Computer programs (also called computer control logic) are stored in main memory 808 and/or secondary memory 810. Computer programs can also be received via communications interface 824. Such computer programs, when executed, enable the computer system 800 to perform the features of the present invention as discussed herein. In particular, the computer programs, when executed, enable the processor 804 to perform the features of the present invention. Accordingly, such computer programs represent controllers of the computer system 800. hi an embodiment where the invention is implemented using software, the software can be stored in a computer program product and loaded into computer system 800 using removable storage drive 814, hard drive 812 or communications interface 824. The control logic (software), when executed by the processor 804, causes the processor 804 to perform the functions of the invention as described herein.
In another embodiment, the invention is implemented primarily in hardware using, for example, hardware components such as application specific integrated circuits (ASICs).

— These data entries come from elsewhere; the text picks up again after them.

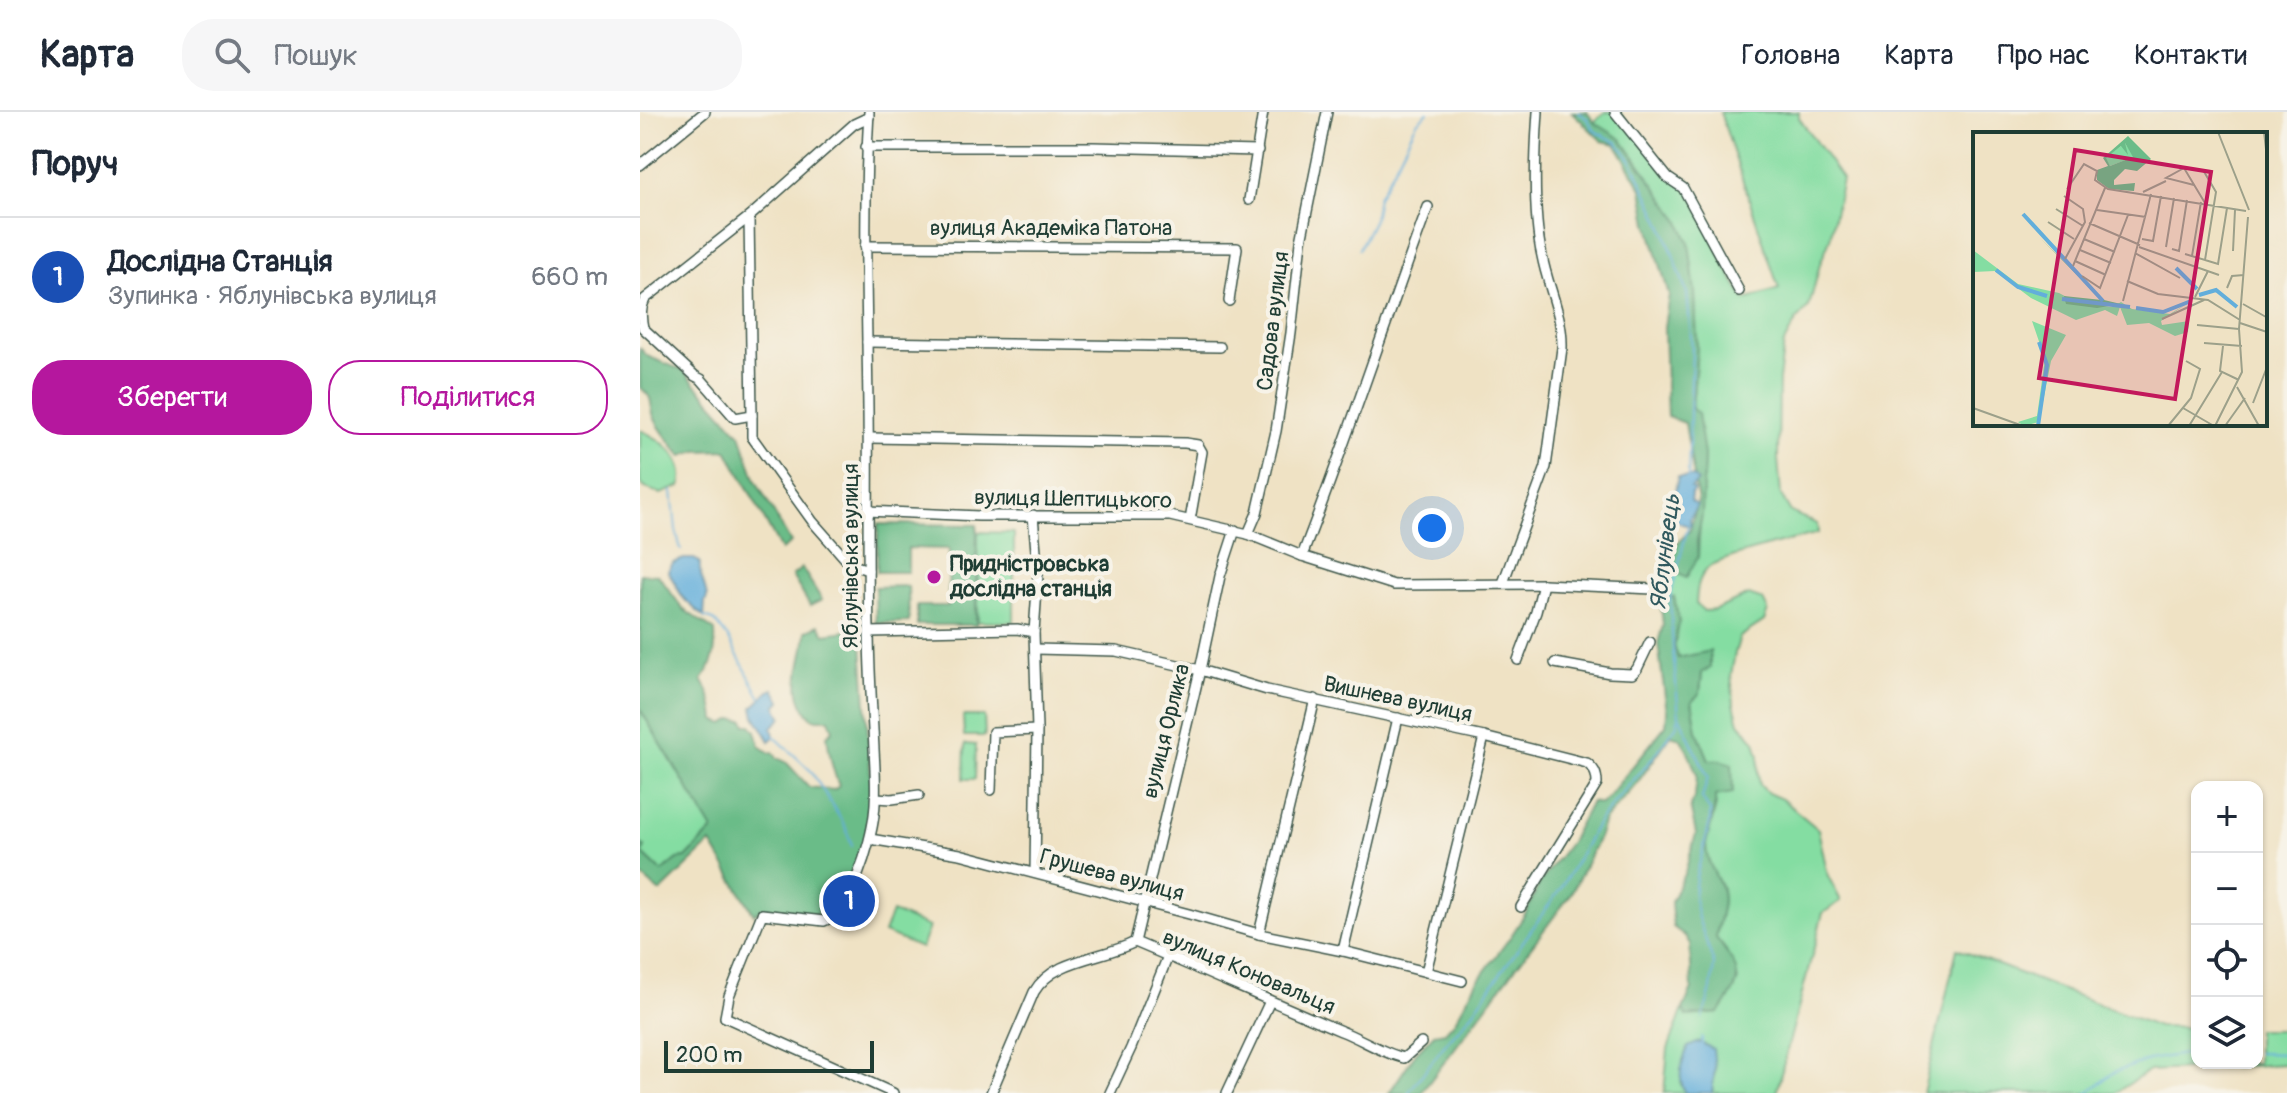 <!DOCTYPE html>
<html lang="uk">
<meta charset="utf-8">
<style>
:root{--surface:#fff;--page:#f6f6f7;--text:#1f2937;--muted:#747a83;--line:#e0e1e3;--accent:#b5179e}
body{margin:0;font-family:Pangolin,sans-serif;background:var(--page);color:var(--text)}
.controls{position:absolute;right:24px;bottom:24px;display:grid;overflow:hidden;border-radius:16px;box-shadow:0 2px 6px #0004}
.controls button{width:72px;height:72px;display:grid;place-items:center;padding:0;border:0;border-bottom:2px solid var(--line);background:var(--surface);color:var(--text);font:40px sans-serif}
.scale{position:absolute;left:24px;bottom:20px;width:210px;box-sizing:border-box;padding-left:8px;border:4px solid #1f3d34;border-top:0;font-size:22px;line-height:28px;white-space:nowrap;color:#1f3d34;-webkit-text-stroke:6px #f7f3e8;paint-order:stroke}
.you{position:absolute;left:792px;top:416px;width:28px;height:28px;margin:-20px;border:6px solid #fff;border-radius:50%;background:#1a73e8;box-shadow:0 0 0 12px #1a73e833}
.badge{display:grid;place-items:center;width:52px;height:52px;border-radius:50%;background:var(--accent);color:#fff;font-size:26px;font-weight:700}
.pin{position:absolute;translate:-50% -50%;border:4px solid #fff;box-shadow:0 2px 8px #0006}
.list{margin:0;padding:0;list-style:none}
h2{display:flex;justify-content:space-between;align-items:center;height:104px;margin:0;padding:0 32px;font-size:34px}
h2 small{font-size:26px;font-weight:400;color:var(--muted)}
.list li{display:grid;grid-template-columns:52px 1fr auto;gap:24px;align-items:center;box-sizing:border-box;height:120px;padding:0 32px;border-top:2px solid var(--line)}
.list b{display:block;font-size:30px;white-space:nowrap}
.list p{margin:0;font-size:26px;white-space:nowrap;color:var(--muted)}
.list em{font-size:26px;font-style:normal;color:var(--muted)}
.actions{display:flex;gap:16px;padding:24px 32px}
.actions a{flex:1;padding:18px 0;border:2px solid var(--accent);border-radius:32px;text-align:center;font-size:28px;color:var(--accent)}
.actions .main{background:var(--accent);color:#fff}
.icon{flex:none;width:44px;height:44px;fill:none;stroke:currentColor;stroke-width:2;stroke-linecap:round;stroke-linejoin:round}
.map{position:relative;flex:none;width:1647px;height:981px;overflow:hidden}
header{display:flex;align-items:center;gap:48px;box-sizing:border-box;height:112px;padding:0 40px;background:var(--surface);border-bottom:2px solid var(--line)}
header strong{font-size:38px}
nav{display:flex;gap:44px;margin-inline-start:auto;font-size:28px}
.search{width:560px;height:72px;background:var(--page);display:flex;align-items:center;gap:20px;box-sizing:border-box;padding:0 28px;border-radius:32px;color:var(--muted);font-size:30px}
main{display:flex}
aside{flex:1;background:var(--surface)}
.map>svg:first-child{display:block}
.green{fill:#84dda2;stroke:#528d6b;stroke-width:2}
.forest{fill:#6bbc88;stroke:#457c5e;stroke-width:2}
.water{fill:#62aedb;stroke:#407688;stroke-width:2}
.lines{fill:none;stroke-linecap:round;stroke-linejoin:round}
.stream{stroke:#62aedb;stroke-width:2}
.minor-casing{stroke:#3e564a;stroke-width:12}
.minor{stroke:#fff;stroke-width:9}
.poi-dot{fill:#b5179e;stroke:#f7f3e8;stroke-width:3}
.labels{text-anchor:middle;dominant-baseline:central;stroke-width:8;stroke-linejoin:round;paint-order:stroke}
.street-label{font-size:22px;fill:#1f3d34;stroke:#f7f3e8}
.poi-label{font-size:22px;font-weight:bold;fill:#1f3d34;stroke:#f7f3e8;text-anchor:start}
.water-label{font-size:24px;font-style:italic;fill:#30595e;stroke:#f7f3e8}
.inset-river{fill:none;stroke:#62aedb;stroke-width:4}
.inset-road{fill:none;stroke:#9ca08a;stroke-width:2}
.view{fill:#c2185b;fill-opacity:0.15;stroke:#c2185b;stroke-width:4}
.inset-edge{fill:none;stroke:#1f3d34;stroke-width:4}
</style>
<header>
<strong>Карта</strong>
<div class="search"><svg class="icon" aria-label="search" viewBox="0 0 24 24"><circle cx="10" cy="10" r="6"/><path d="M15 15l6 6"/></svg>Пошук</div>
<nav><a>Головна</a><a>Карта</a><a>Про нас</a><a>Контакти</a></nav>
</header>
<main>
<aside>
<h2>Поруч<small></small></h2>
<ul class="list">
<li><span class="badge" style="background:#1a4fb4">1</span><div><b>Дослідна Станція</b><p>Зупинка · Яблунівська вулиця</p></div><em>660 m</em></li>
</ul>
<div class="actions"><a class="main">Зберегти</a><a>Поділитися</a></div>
</aside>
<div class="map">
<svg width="1647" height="981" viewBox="0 0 1647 981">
<rect width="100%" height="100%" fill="#f7f3e8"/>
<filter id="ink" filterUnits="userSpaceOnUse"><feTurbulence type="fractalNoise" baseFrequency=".0125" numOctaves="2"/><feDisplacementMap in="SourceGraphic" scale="16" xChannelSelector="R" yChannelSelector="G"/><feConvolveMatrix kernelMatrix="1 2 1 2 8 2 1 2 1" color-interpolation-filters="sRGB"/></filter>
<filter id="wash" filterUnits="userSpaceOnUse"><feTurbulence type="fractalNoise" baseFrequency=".006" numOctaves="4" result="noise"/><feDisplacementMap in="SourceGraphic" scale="32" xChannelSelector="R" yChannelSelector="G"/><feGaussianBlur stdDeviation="1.8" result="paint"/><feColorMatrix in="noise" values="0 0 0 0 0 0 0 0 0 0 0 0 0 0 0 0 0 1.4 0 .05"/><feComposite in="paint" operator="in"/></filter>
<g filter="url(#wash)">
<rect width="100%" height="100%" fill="#efe2c4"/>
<g class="green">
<path d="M965 0H979L1028 63 1050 78 1085 153 1105 188 1139 177 1080 0H1159V6L1202 67 1190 127 1180 152 1169 195 1156 209 1144 231 1139 267 1138 347 1141 383 1151 400 1177 412 1178 421C1158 427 1079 445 1068 456 1057 467 1057 478 1056 492L1064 499 1075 498 1109 483 1123 488 1128 498 1124 509 1100 525 1095 541 1091 563 1094 591 1099 611 1115 629 1119 644 1118 661 1120 673 1128 681 1142 687 1178 717 1188 764 1201 789 1183 801 1136 981H1072L1075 956 1041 972 1045 981H1024L1028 937 1043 897 1047 904 1078 901 1095 876 1098 868 1086 838 1076 826 1083 790 1082 776 1067 749 1066 732 1076 694 1069 648 1057 619 1052 588 1060 581 1062 561 1070 540 1039 546 1034 534 1039 511 1034 485 1020 486 1031 458 1046 466 1058 445 1064 343 1052 297 1057 236 1055 181 1049 131 1039 108 995 45 954 10Z"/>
<path d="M0 318C22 327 48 347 41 374L21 382 5 376 0 371Z"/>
<polygon points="338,420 374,421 374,510 338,510"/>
<polygon points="0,597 73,718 46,746 38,747 22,760 2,741 5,735 0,731"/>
<polygon points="323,604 344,604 345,624 324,624"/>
<polygon points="325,632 336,633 335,667 324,667"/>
<polygon points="252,800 289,815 281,836 244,821"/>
<polygon points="1317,837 1518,915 1557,916 1557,951 1617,951 1617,918 1647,918 1647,952 1509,959 1475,981 1283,981"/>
</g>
<g class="forest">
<polygon points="932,0 947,0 954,10 981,27 1039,108 1049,131 1055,181 1057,236 1052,297 1058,301 1064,343 1062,403 1057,429 1058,445 1046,466 1031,458 1036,433 1050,418 1058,390 1045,311 1027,305 1024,215 1029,183 1008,111 1002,77 976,32 962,29"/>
<path d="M0 236 7 244 44 259 100 322 116 369 151 431 141 438 87 338 57 339 42 344C32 332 20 319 14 305 8 288 16 289 0 275Z"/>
<polygon points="238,412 337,413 336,513 277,513 277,494 308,494 309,437 268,436 268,460 237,460"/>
<polygon points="162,456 182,488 170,494 152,464"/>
<path d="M0 462 18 463 43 497 75 519C76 539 74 552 62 568 70 580 74 593 75 608L84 612 93 607 104 608 106 613H111L116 619 120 634 130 641 133 640 137 646 146 650 169 675 194 678 199 674C192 657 189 641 187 623L193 618 189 607H173C145 578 165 552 166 519L179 513 185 522 221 517 233 699 217 754 201 785 181 792 176 804 123 796 114 802 71 731 20 780 0 763V731L5 735 2 741 22 760 38 747 46 746 73 718 0 597Z"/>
<polygon points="268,474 269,510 236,511 235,475"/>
<path d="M1034 485 1039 511 1034 534 1038 546 1070 539V555L1062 561 1060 581 1052 589 1057 619 1069 648H1079L1092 652 1093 681 1075 684C1077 701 1066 717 1066 734 1066 751 1076 761 1081 776 1087 792 1077 809 1076 826 1102 860 1105 866 1079 901L1046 904 1043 897 1052 877 1050 832 1045 824 1033 815 1031 790 1045 760 1056 722 1050 694 1055 684 1057 663 1047 637 1040 626 1031 623 995 674 964 708 957 729 931 782 781 981H749L775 942 794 922 805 920 815 909 836 871 871 824 887 799 899 772 930 730 951 690 961 692 968 685 1026 613 1027 600 1018 531 1023 513 1020 486Z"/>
</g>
<g class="water">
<path d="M1038 365H1053L1058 369 1051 376 1054 378 1051 382V389L1057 393 1050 407 1051 414C1040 412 1033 410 1030 398L1038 393V386L1034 383Z"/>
<path d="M44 447H54L60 450C58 464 66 473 67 486L65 490 64 505 43 486 28 459 33 451Z"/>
<polygon points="134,577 141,589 136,594 142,606 132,615 134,624 130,629 115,604 113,595 129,579"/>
<path d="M1059 930 1073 937 1075 956 1072 981H1045C1037 964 1041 952 1048 935Z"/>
</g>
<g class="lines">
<g class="stream">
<polyline points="939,0 948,8 955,19 978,31 992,50 1023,115 1047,181 1052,236 1048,367"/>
<polyline points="719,137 734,107 738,85 754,56 777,10 788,0"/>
<polyline points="32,379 36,418 41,438"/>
<polyline points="1048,414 1030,486 1033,539 1039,604 1068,665 1062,686 1070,699 1070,710 1056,765 1054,787 1058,806 1074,852 1071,877 1063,906"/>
<polyline points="64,505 74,508 87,524 121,586"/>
<polyline points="134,624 171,659 205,714 212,734"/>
<polyline points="1062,932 1062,925"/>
<polyline points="1617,941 1647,942"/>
<polyline points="768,981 803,935 831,903 921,776 960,707 1015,643 1037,613 1038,607"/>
<polyline points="1447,981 1473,961 1508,948 1557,940"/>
</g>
</g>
</g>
<g filter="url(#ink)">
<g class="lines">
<g class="minor-casing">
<g id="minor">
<path d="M229 0C223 99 227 198 228 297 229 370 227 443 229 516 229 556 232 596 234 637 235 659 237 681 234 703 231 730 211 800 184 809L122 802 89 884 85 905 253 981"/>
<polyline points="975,0 1028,66 1043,76 1099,179"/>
<polyline points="226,35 453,35 618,39"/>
<polyline points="0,53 65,0"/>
<polyline points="609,88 623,0"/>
<path d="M109 105 112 303 95 306 61 267 55 264 3 216C1 206 0 197 5 187L109 105 214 12 229 5"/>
<polyline points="225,134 597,136 589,189"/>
<polyline points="227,230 580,235"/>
<polyline points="112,303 112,325 173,410 210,452 228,458"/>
<polyline points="229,326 545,331 558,333 562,340 550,408"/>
<polyline points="227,399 339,404 530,404 608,422 662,444 754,473 903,472 1013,477"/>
<polyline points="393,403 398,463 394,520 397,618 395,761"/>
<polyline points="608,422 617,401 636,319 651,221 661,129 687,0"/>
<path d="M662 444C707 328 745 211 788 95"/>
<path d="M863 471 906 355 922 236C923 203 908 176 902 144 893 104 895 42 898 0"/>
<polyline points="229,520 377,517 394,520"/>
<path d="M395 537 476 539 560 558 627 578 844 625 947 651C954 657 957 661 957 672L881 795"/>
<polyline points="878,548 896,500 903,472"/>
<polyline points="915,551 970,561 992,562 997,557 1010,530"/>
<polyline points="351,678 353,620 397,618"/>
<polyline points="236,686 252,687 279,683"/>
<polyline points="230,727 320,742 549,802 619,822 703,839 822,869"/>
<polyline points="619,822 675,587"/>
<polyline points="495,830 560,558 580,464 595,418"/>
<path d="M495 830C564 859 632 890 701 919 722 927 742 941 764 946L781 931"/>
<polyline points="703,839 758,606"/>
<polyline points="786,860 844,625"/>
<path d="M351 981 394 880C414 846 462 847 495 830"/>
<polyline points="470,981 491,936 528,844"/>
<polyline points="587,981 630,889"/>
</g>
</g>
<use href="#minor" class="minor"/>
</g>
</g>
<circle class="poi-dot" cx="294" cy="465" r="8"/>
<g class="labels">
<g class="street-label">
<text x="411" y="116">вулиця Академіка Патона</text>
<text transform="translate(633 209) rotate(-83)">Садова вулиця</text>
<text transform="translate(433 387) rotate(1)">вулиця Шептицького</text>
<text transform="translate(211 444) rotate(-90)">Яблунівська вулиця</text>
<text transform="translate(758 587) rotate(12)">Вишнева вулиця</text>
<text transform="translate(526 619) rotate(-76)">вулиця Орлика</text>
<text transform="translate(472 763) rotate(15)">Грушева вулиця</text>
<text transform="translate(609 860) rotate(23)">вулиця Коновальця</text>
</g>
<g class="poi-label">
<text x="310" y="452">Придністровська<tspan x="310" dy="25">дослідна станція</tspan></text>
</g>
<g class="water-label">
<text transform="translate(1025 440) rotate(-83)">Яблунівець</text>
</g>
</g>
<g transform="translate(1333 20)">
<rect width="294" height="294" fill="#efe2c4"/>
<path d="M152 11 161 25 137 34 132 26ZM0 118 45 152 86 161 107 172 140 175 148 170 159 177 197 182 215 171 188 189 189 193 216 189 215 200 202 204 176 191 154 193 147 175 144 184 132 178 103 188 58 166 22 139 0 140ZM59 189 93 203 78 229 66 290 51 294 45 290 64 284 72 227Z" fill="#84dda2"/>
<path d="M155 4 178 27 164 39 152 37 141 48V53L162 51 161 59 136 57 124 48V38L135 34 130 26ZM152 11 160 25 137 34 133 26 148 14 155 23ZM68 107 131 168 148 172 124 176 93 172 91 164 129 168Z" fill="#6bbc88" fill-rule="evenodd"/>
<path class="inset-river" d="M50 82 130 169M203 136 224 157M23 138 45 155 74 164M226 163 243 158 264 175M89 167 157 175M163 176 190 180 218 169M65 294 74 233 66 210"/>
<path class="inset-road" d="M245 0 276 78M291 0 294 26M221 53 193 46 211 36 232 71M94 57 111 32 124 39 122 48 135 57 273 79M170 60 193 49M91 64 110 77 112 90 92 127M83 77 110 94M124 78 173 85M75 90 101 107M116 91 167 113M111 107 142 120M169 107 180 109 188 64M166 115 246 143M193 115 201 66M199 117 206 119 214 68M107 118 138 131M260 119 262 78M162 121 207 146M212 122 232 128 243 60 230 38M219 124 228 70M232 128 245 132 254 76M102 129 133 143M100 134 132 56M109 144 127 156 155 83M154 149 185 162 235 168 267 188M254 156 259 144 271 143M222 165 235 139M150 169 178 62M270 172 293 185M189 187 231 168M267 191 294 200M224 193 266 197M231 211 269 214M250 214 247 239 266 248M264 255 286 294M280 271 294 235M0 276 50 294M210 276 241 294M195 294 218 266 227 237 213 229M216 294 249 240M242 294 269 240 266 197 275 85M252 294 272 266"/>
<path class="view" d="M102 18 238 40 202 267 66 246Z"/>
<rect width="294" height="294" class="inset-edge"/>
</g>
</svg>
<div class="controls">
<button>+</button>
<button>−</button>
<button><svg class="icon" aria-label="locate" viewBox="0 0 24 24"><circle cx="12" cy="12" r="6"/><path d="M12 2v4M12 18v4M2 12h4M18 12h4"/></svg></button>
<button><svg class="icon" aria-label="layers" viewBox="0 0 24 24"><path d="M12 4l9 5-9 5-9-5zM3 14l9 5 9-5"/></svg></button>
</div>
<div class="scale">200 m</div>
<div class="you"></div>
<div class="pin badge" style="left:209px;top:789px;background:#1a4fb4">1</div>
</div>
</main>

Implementation of the hardware state machine so as to perform the functions described herein will be apparent to persons skilled in the relevant art(s).
In yet another embodiment, the invention is implemented using a combination of both hardware and software.
V. Conclusion
While various embodiments of the present invention have been described above, it should be understood that they have been presented by way of example, and not limitation. It will be apparent to persons skilled in the relevant art(s) that various changes in form and detail can be made therein without departing from
the spirit and scope of the invention. Thus, the present invention should not be limited by any of the above described exemplary embodiments.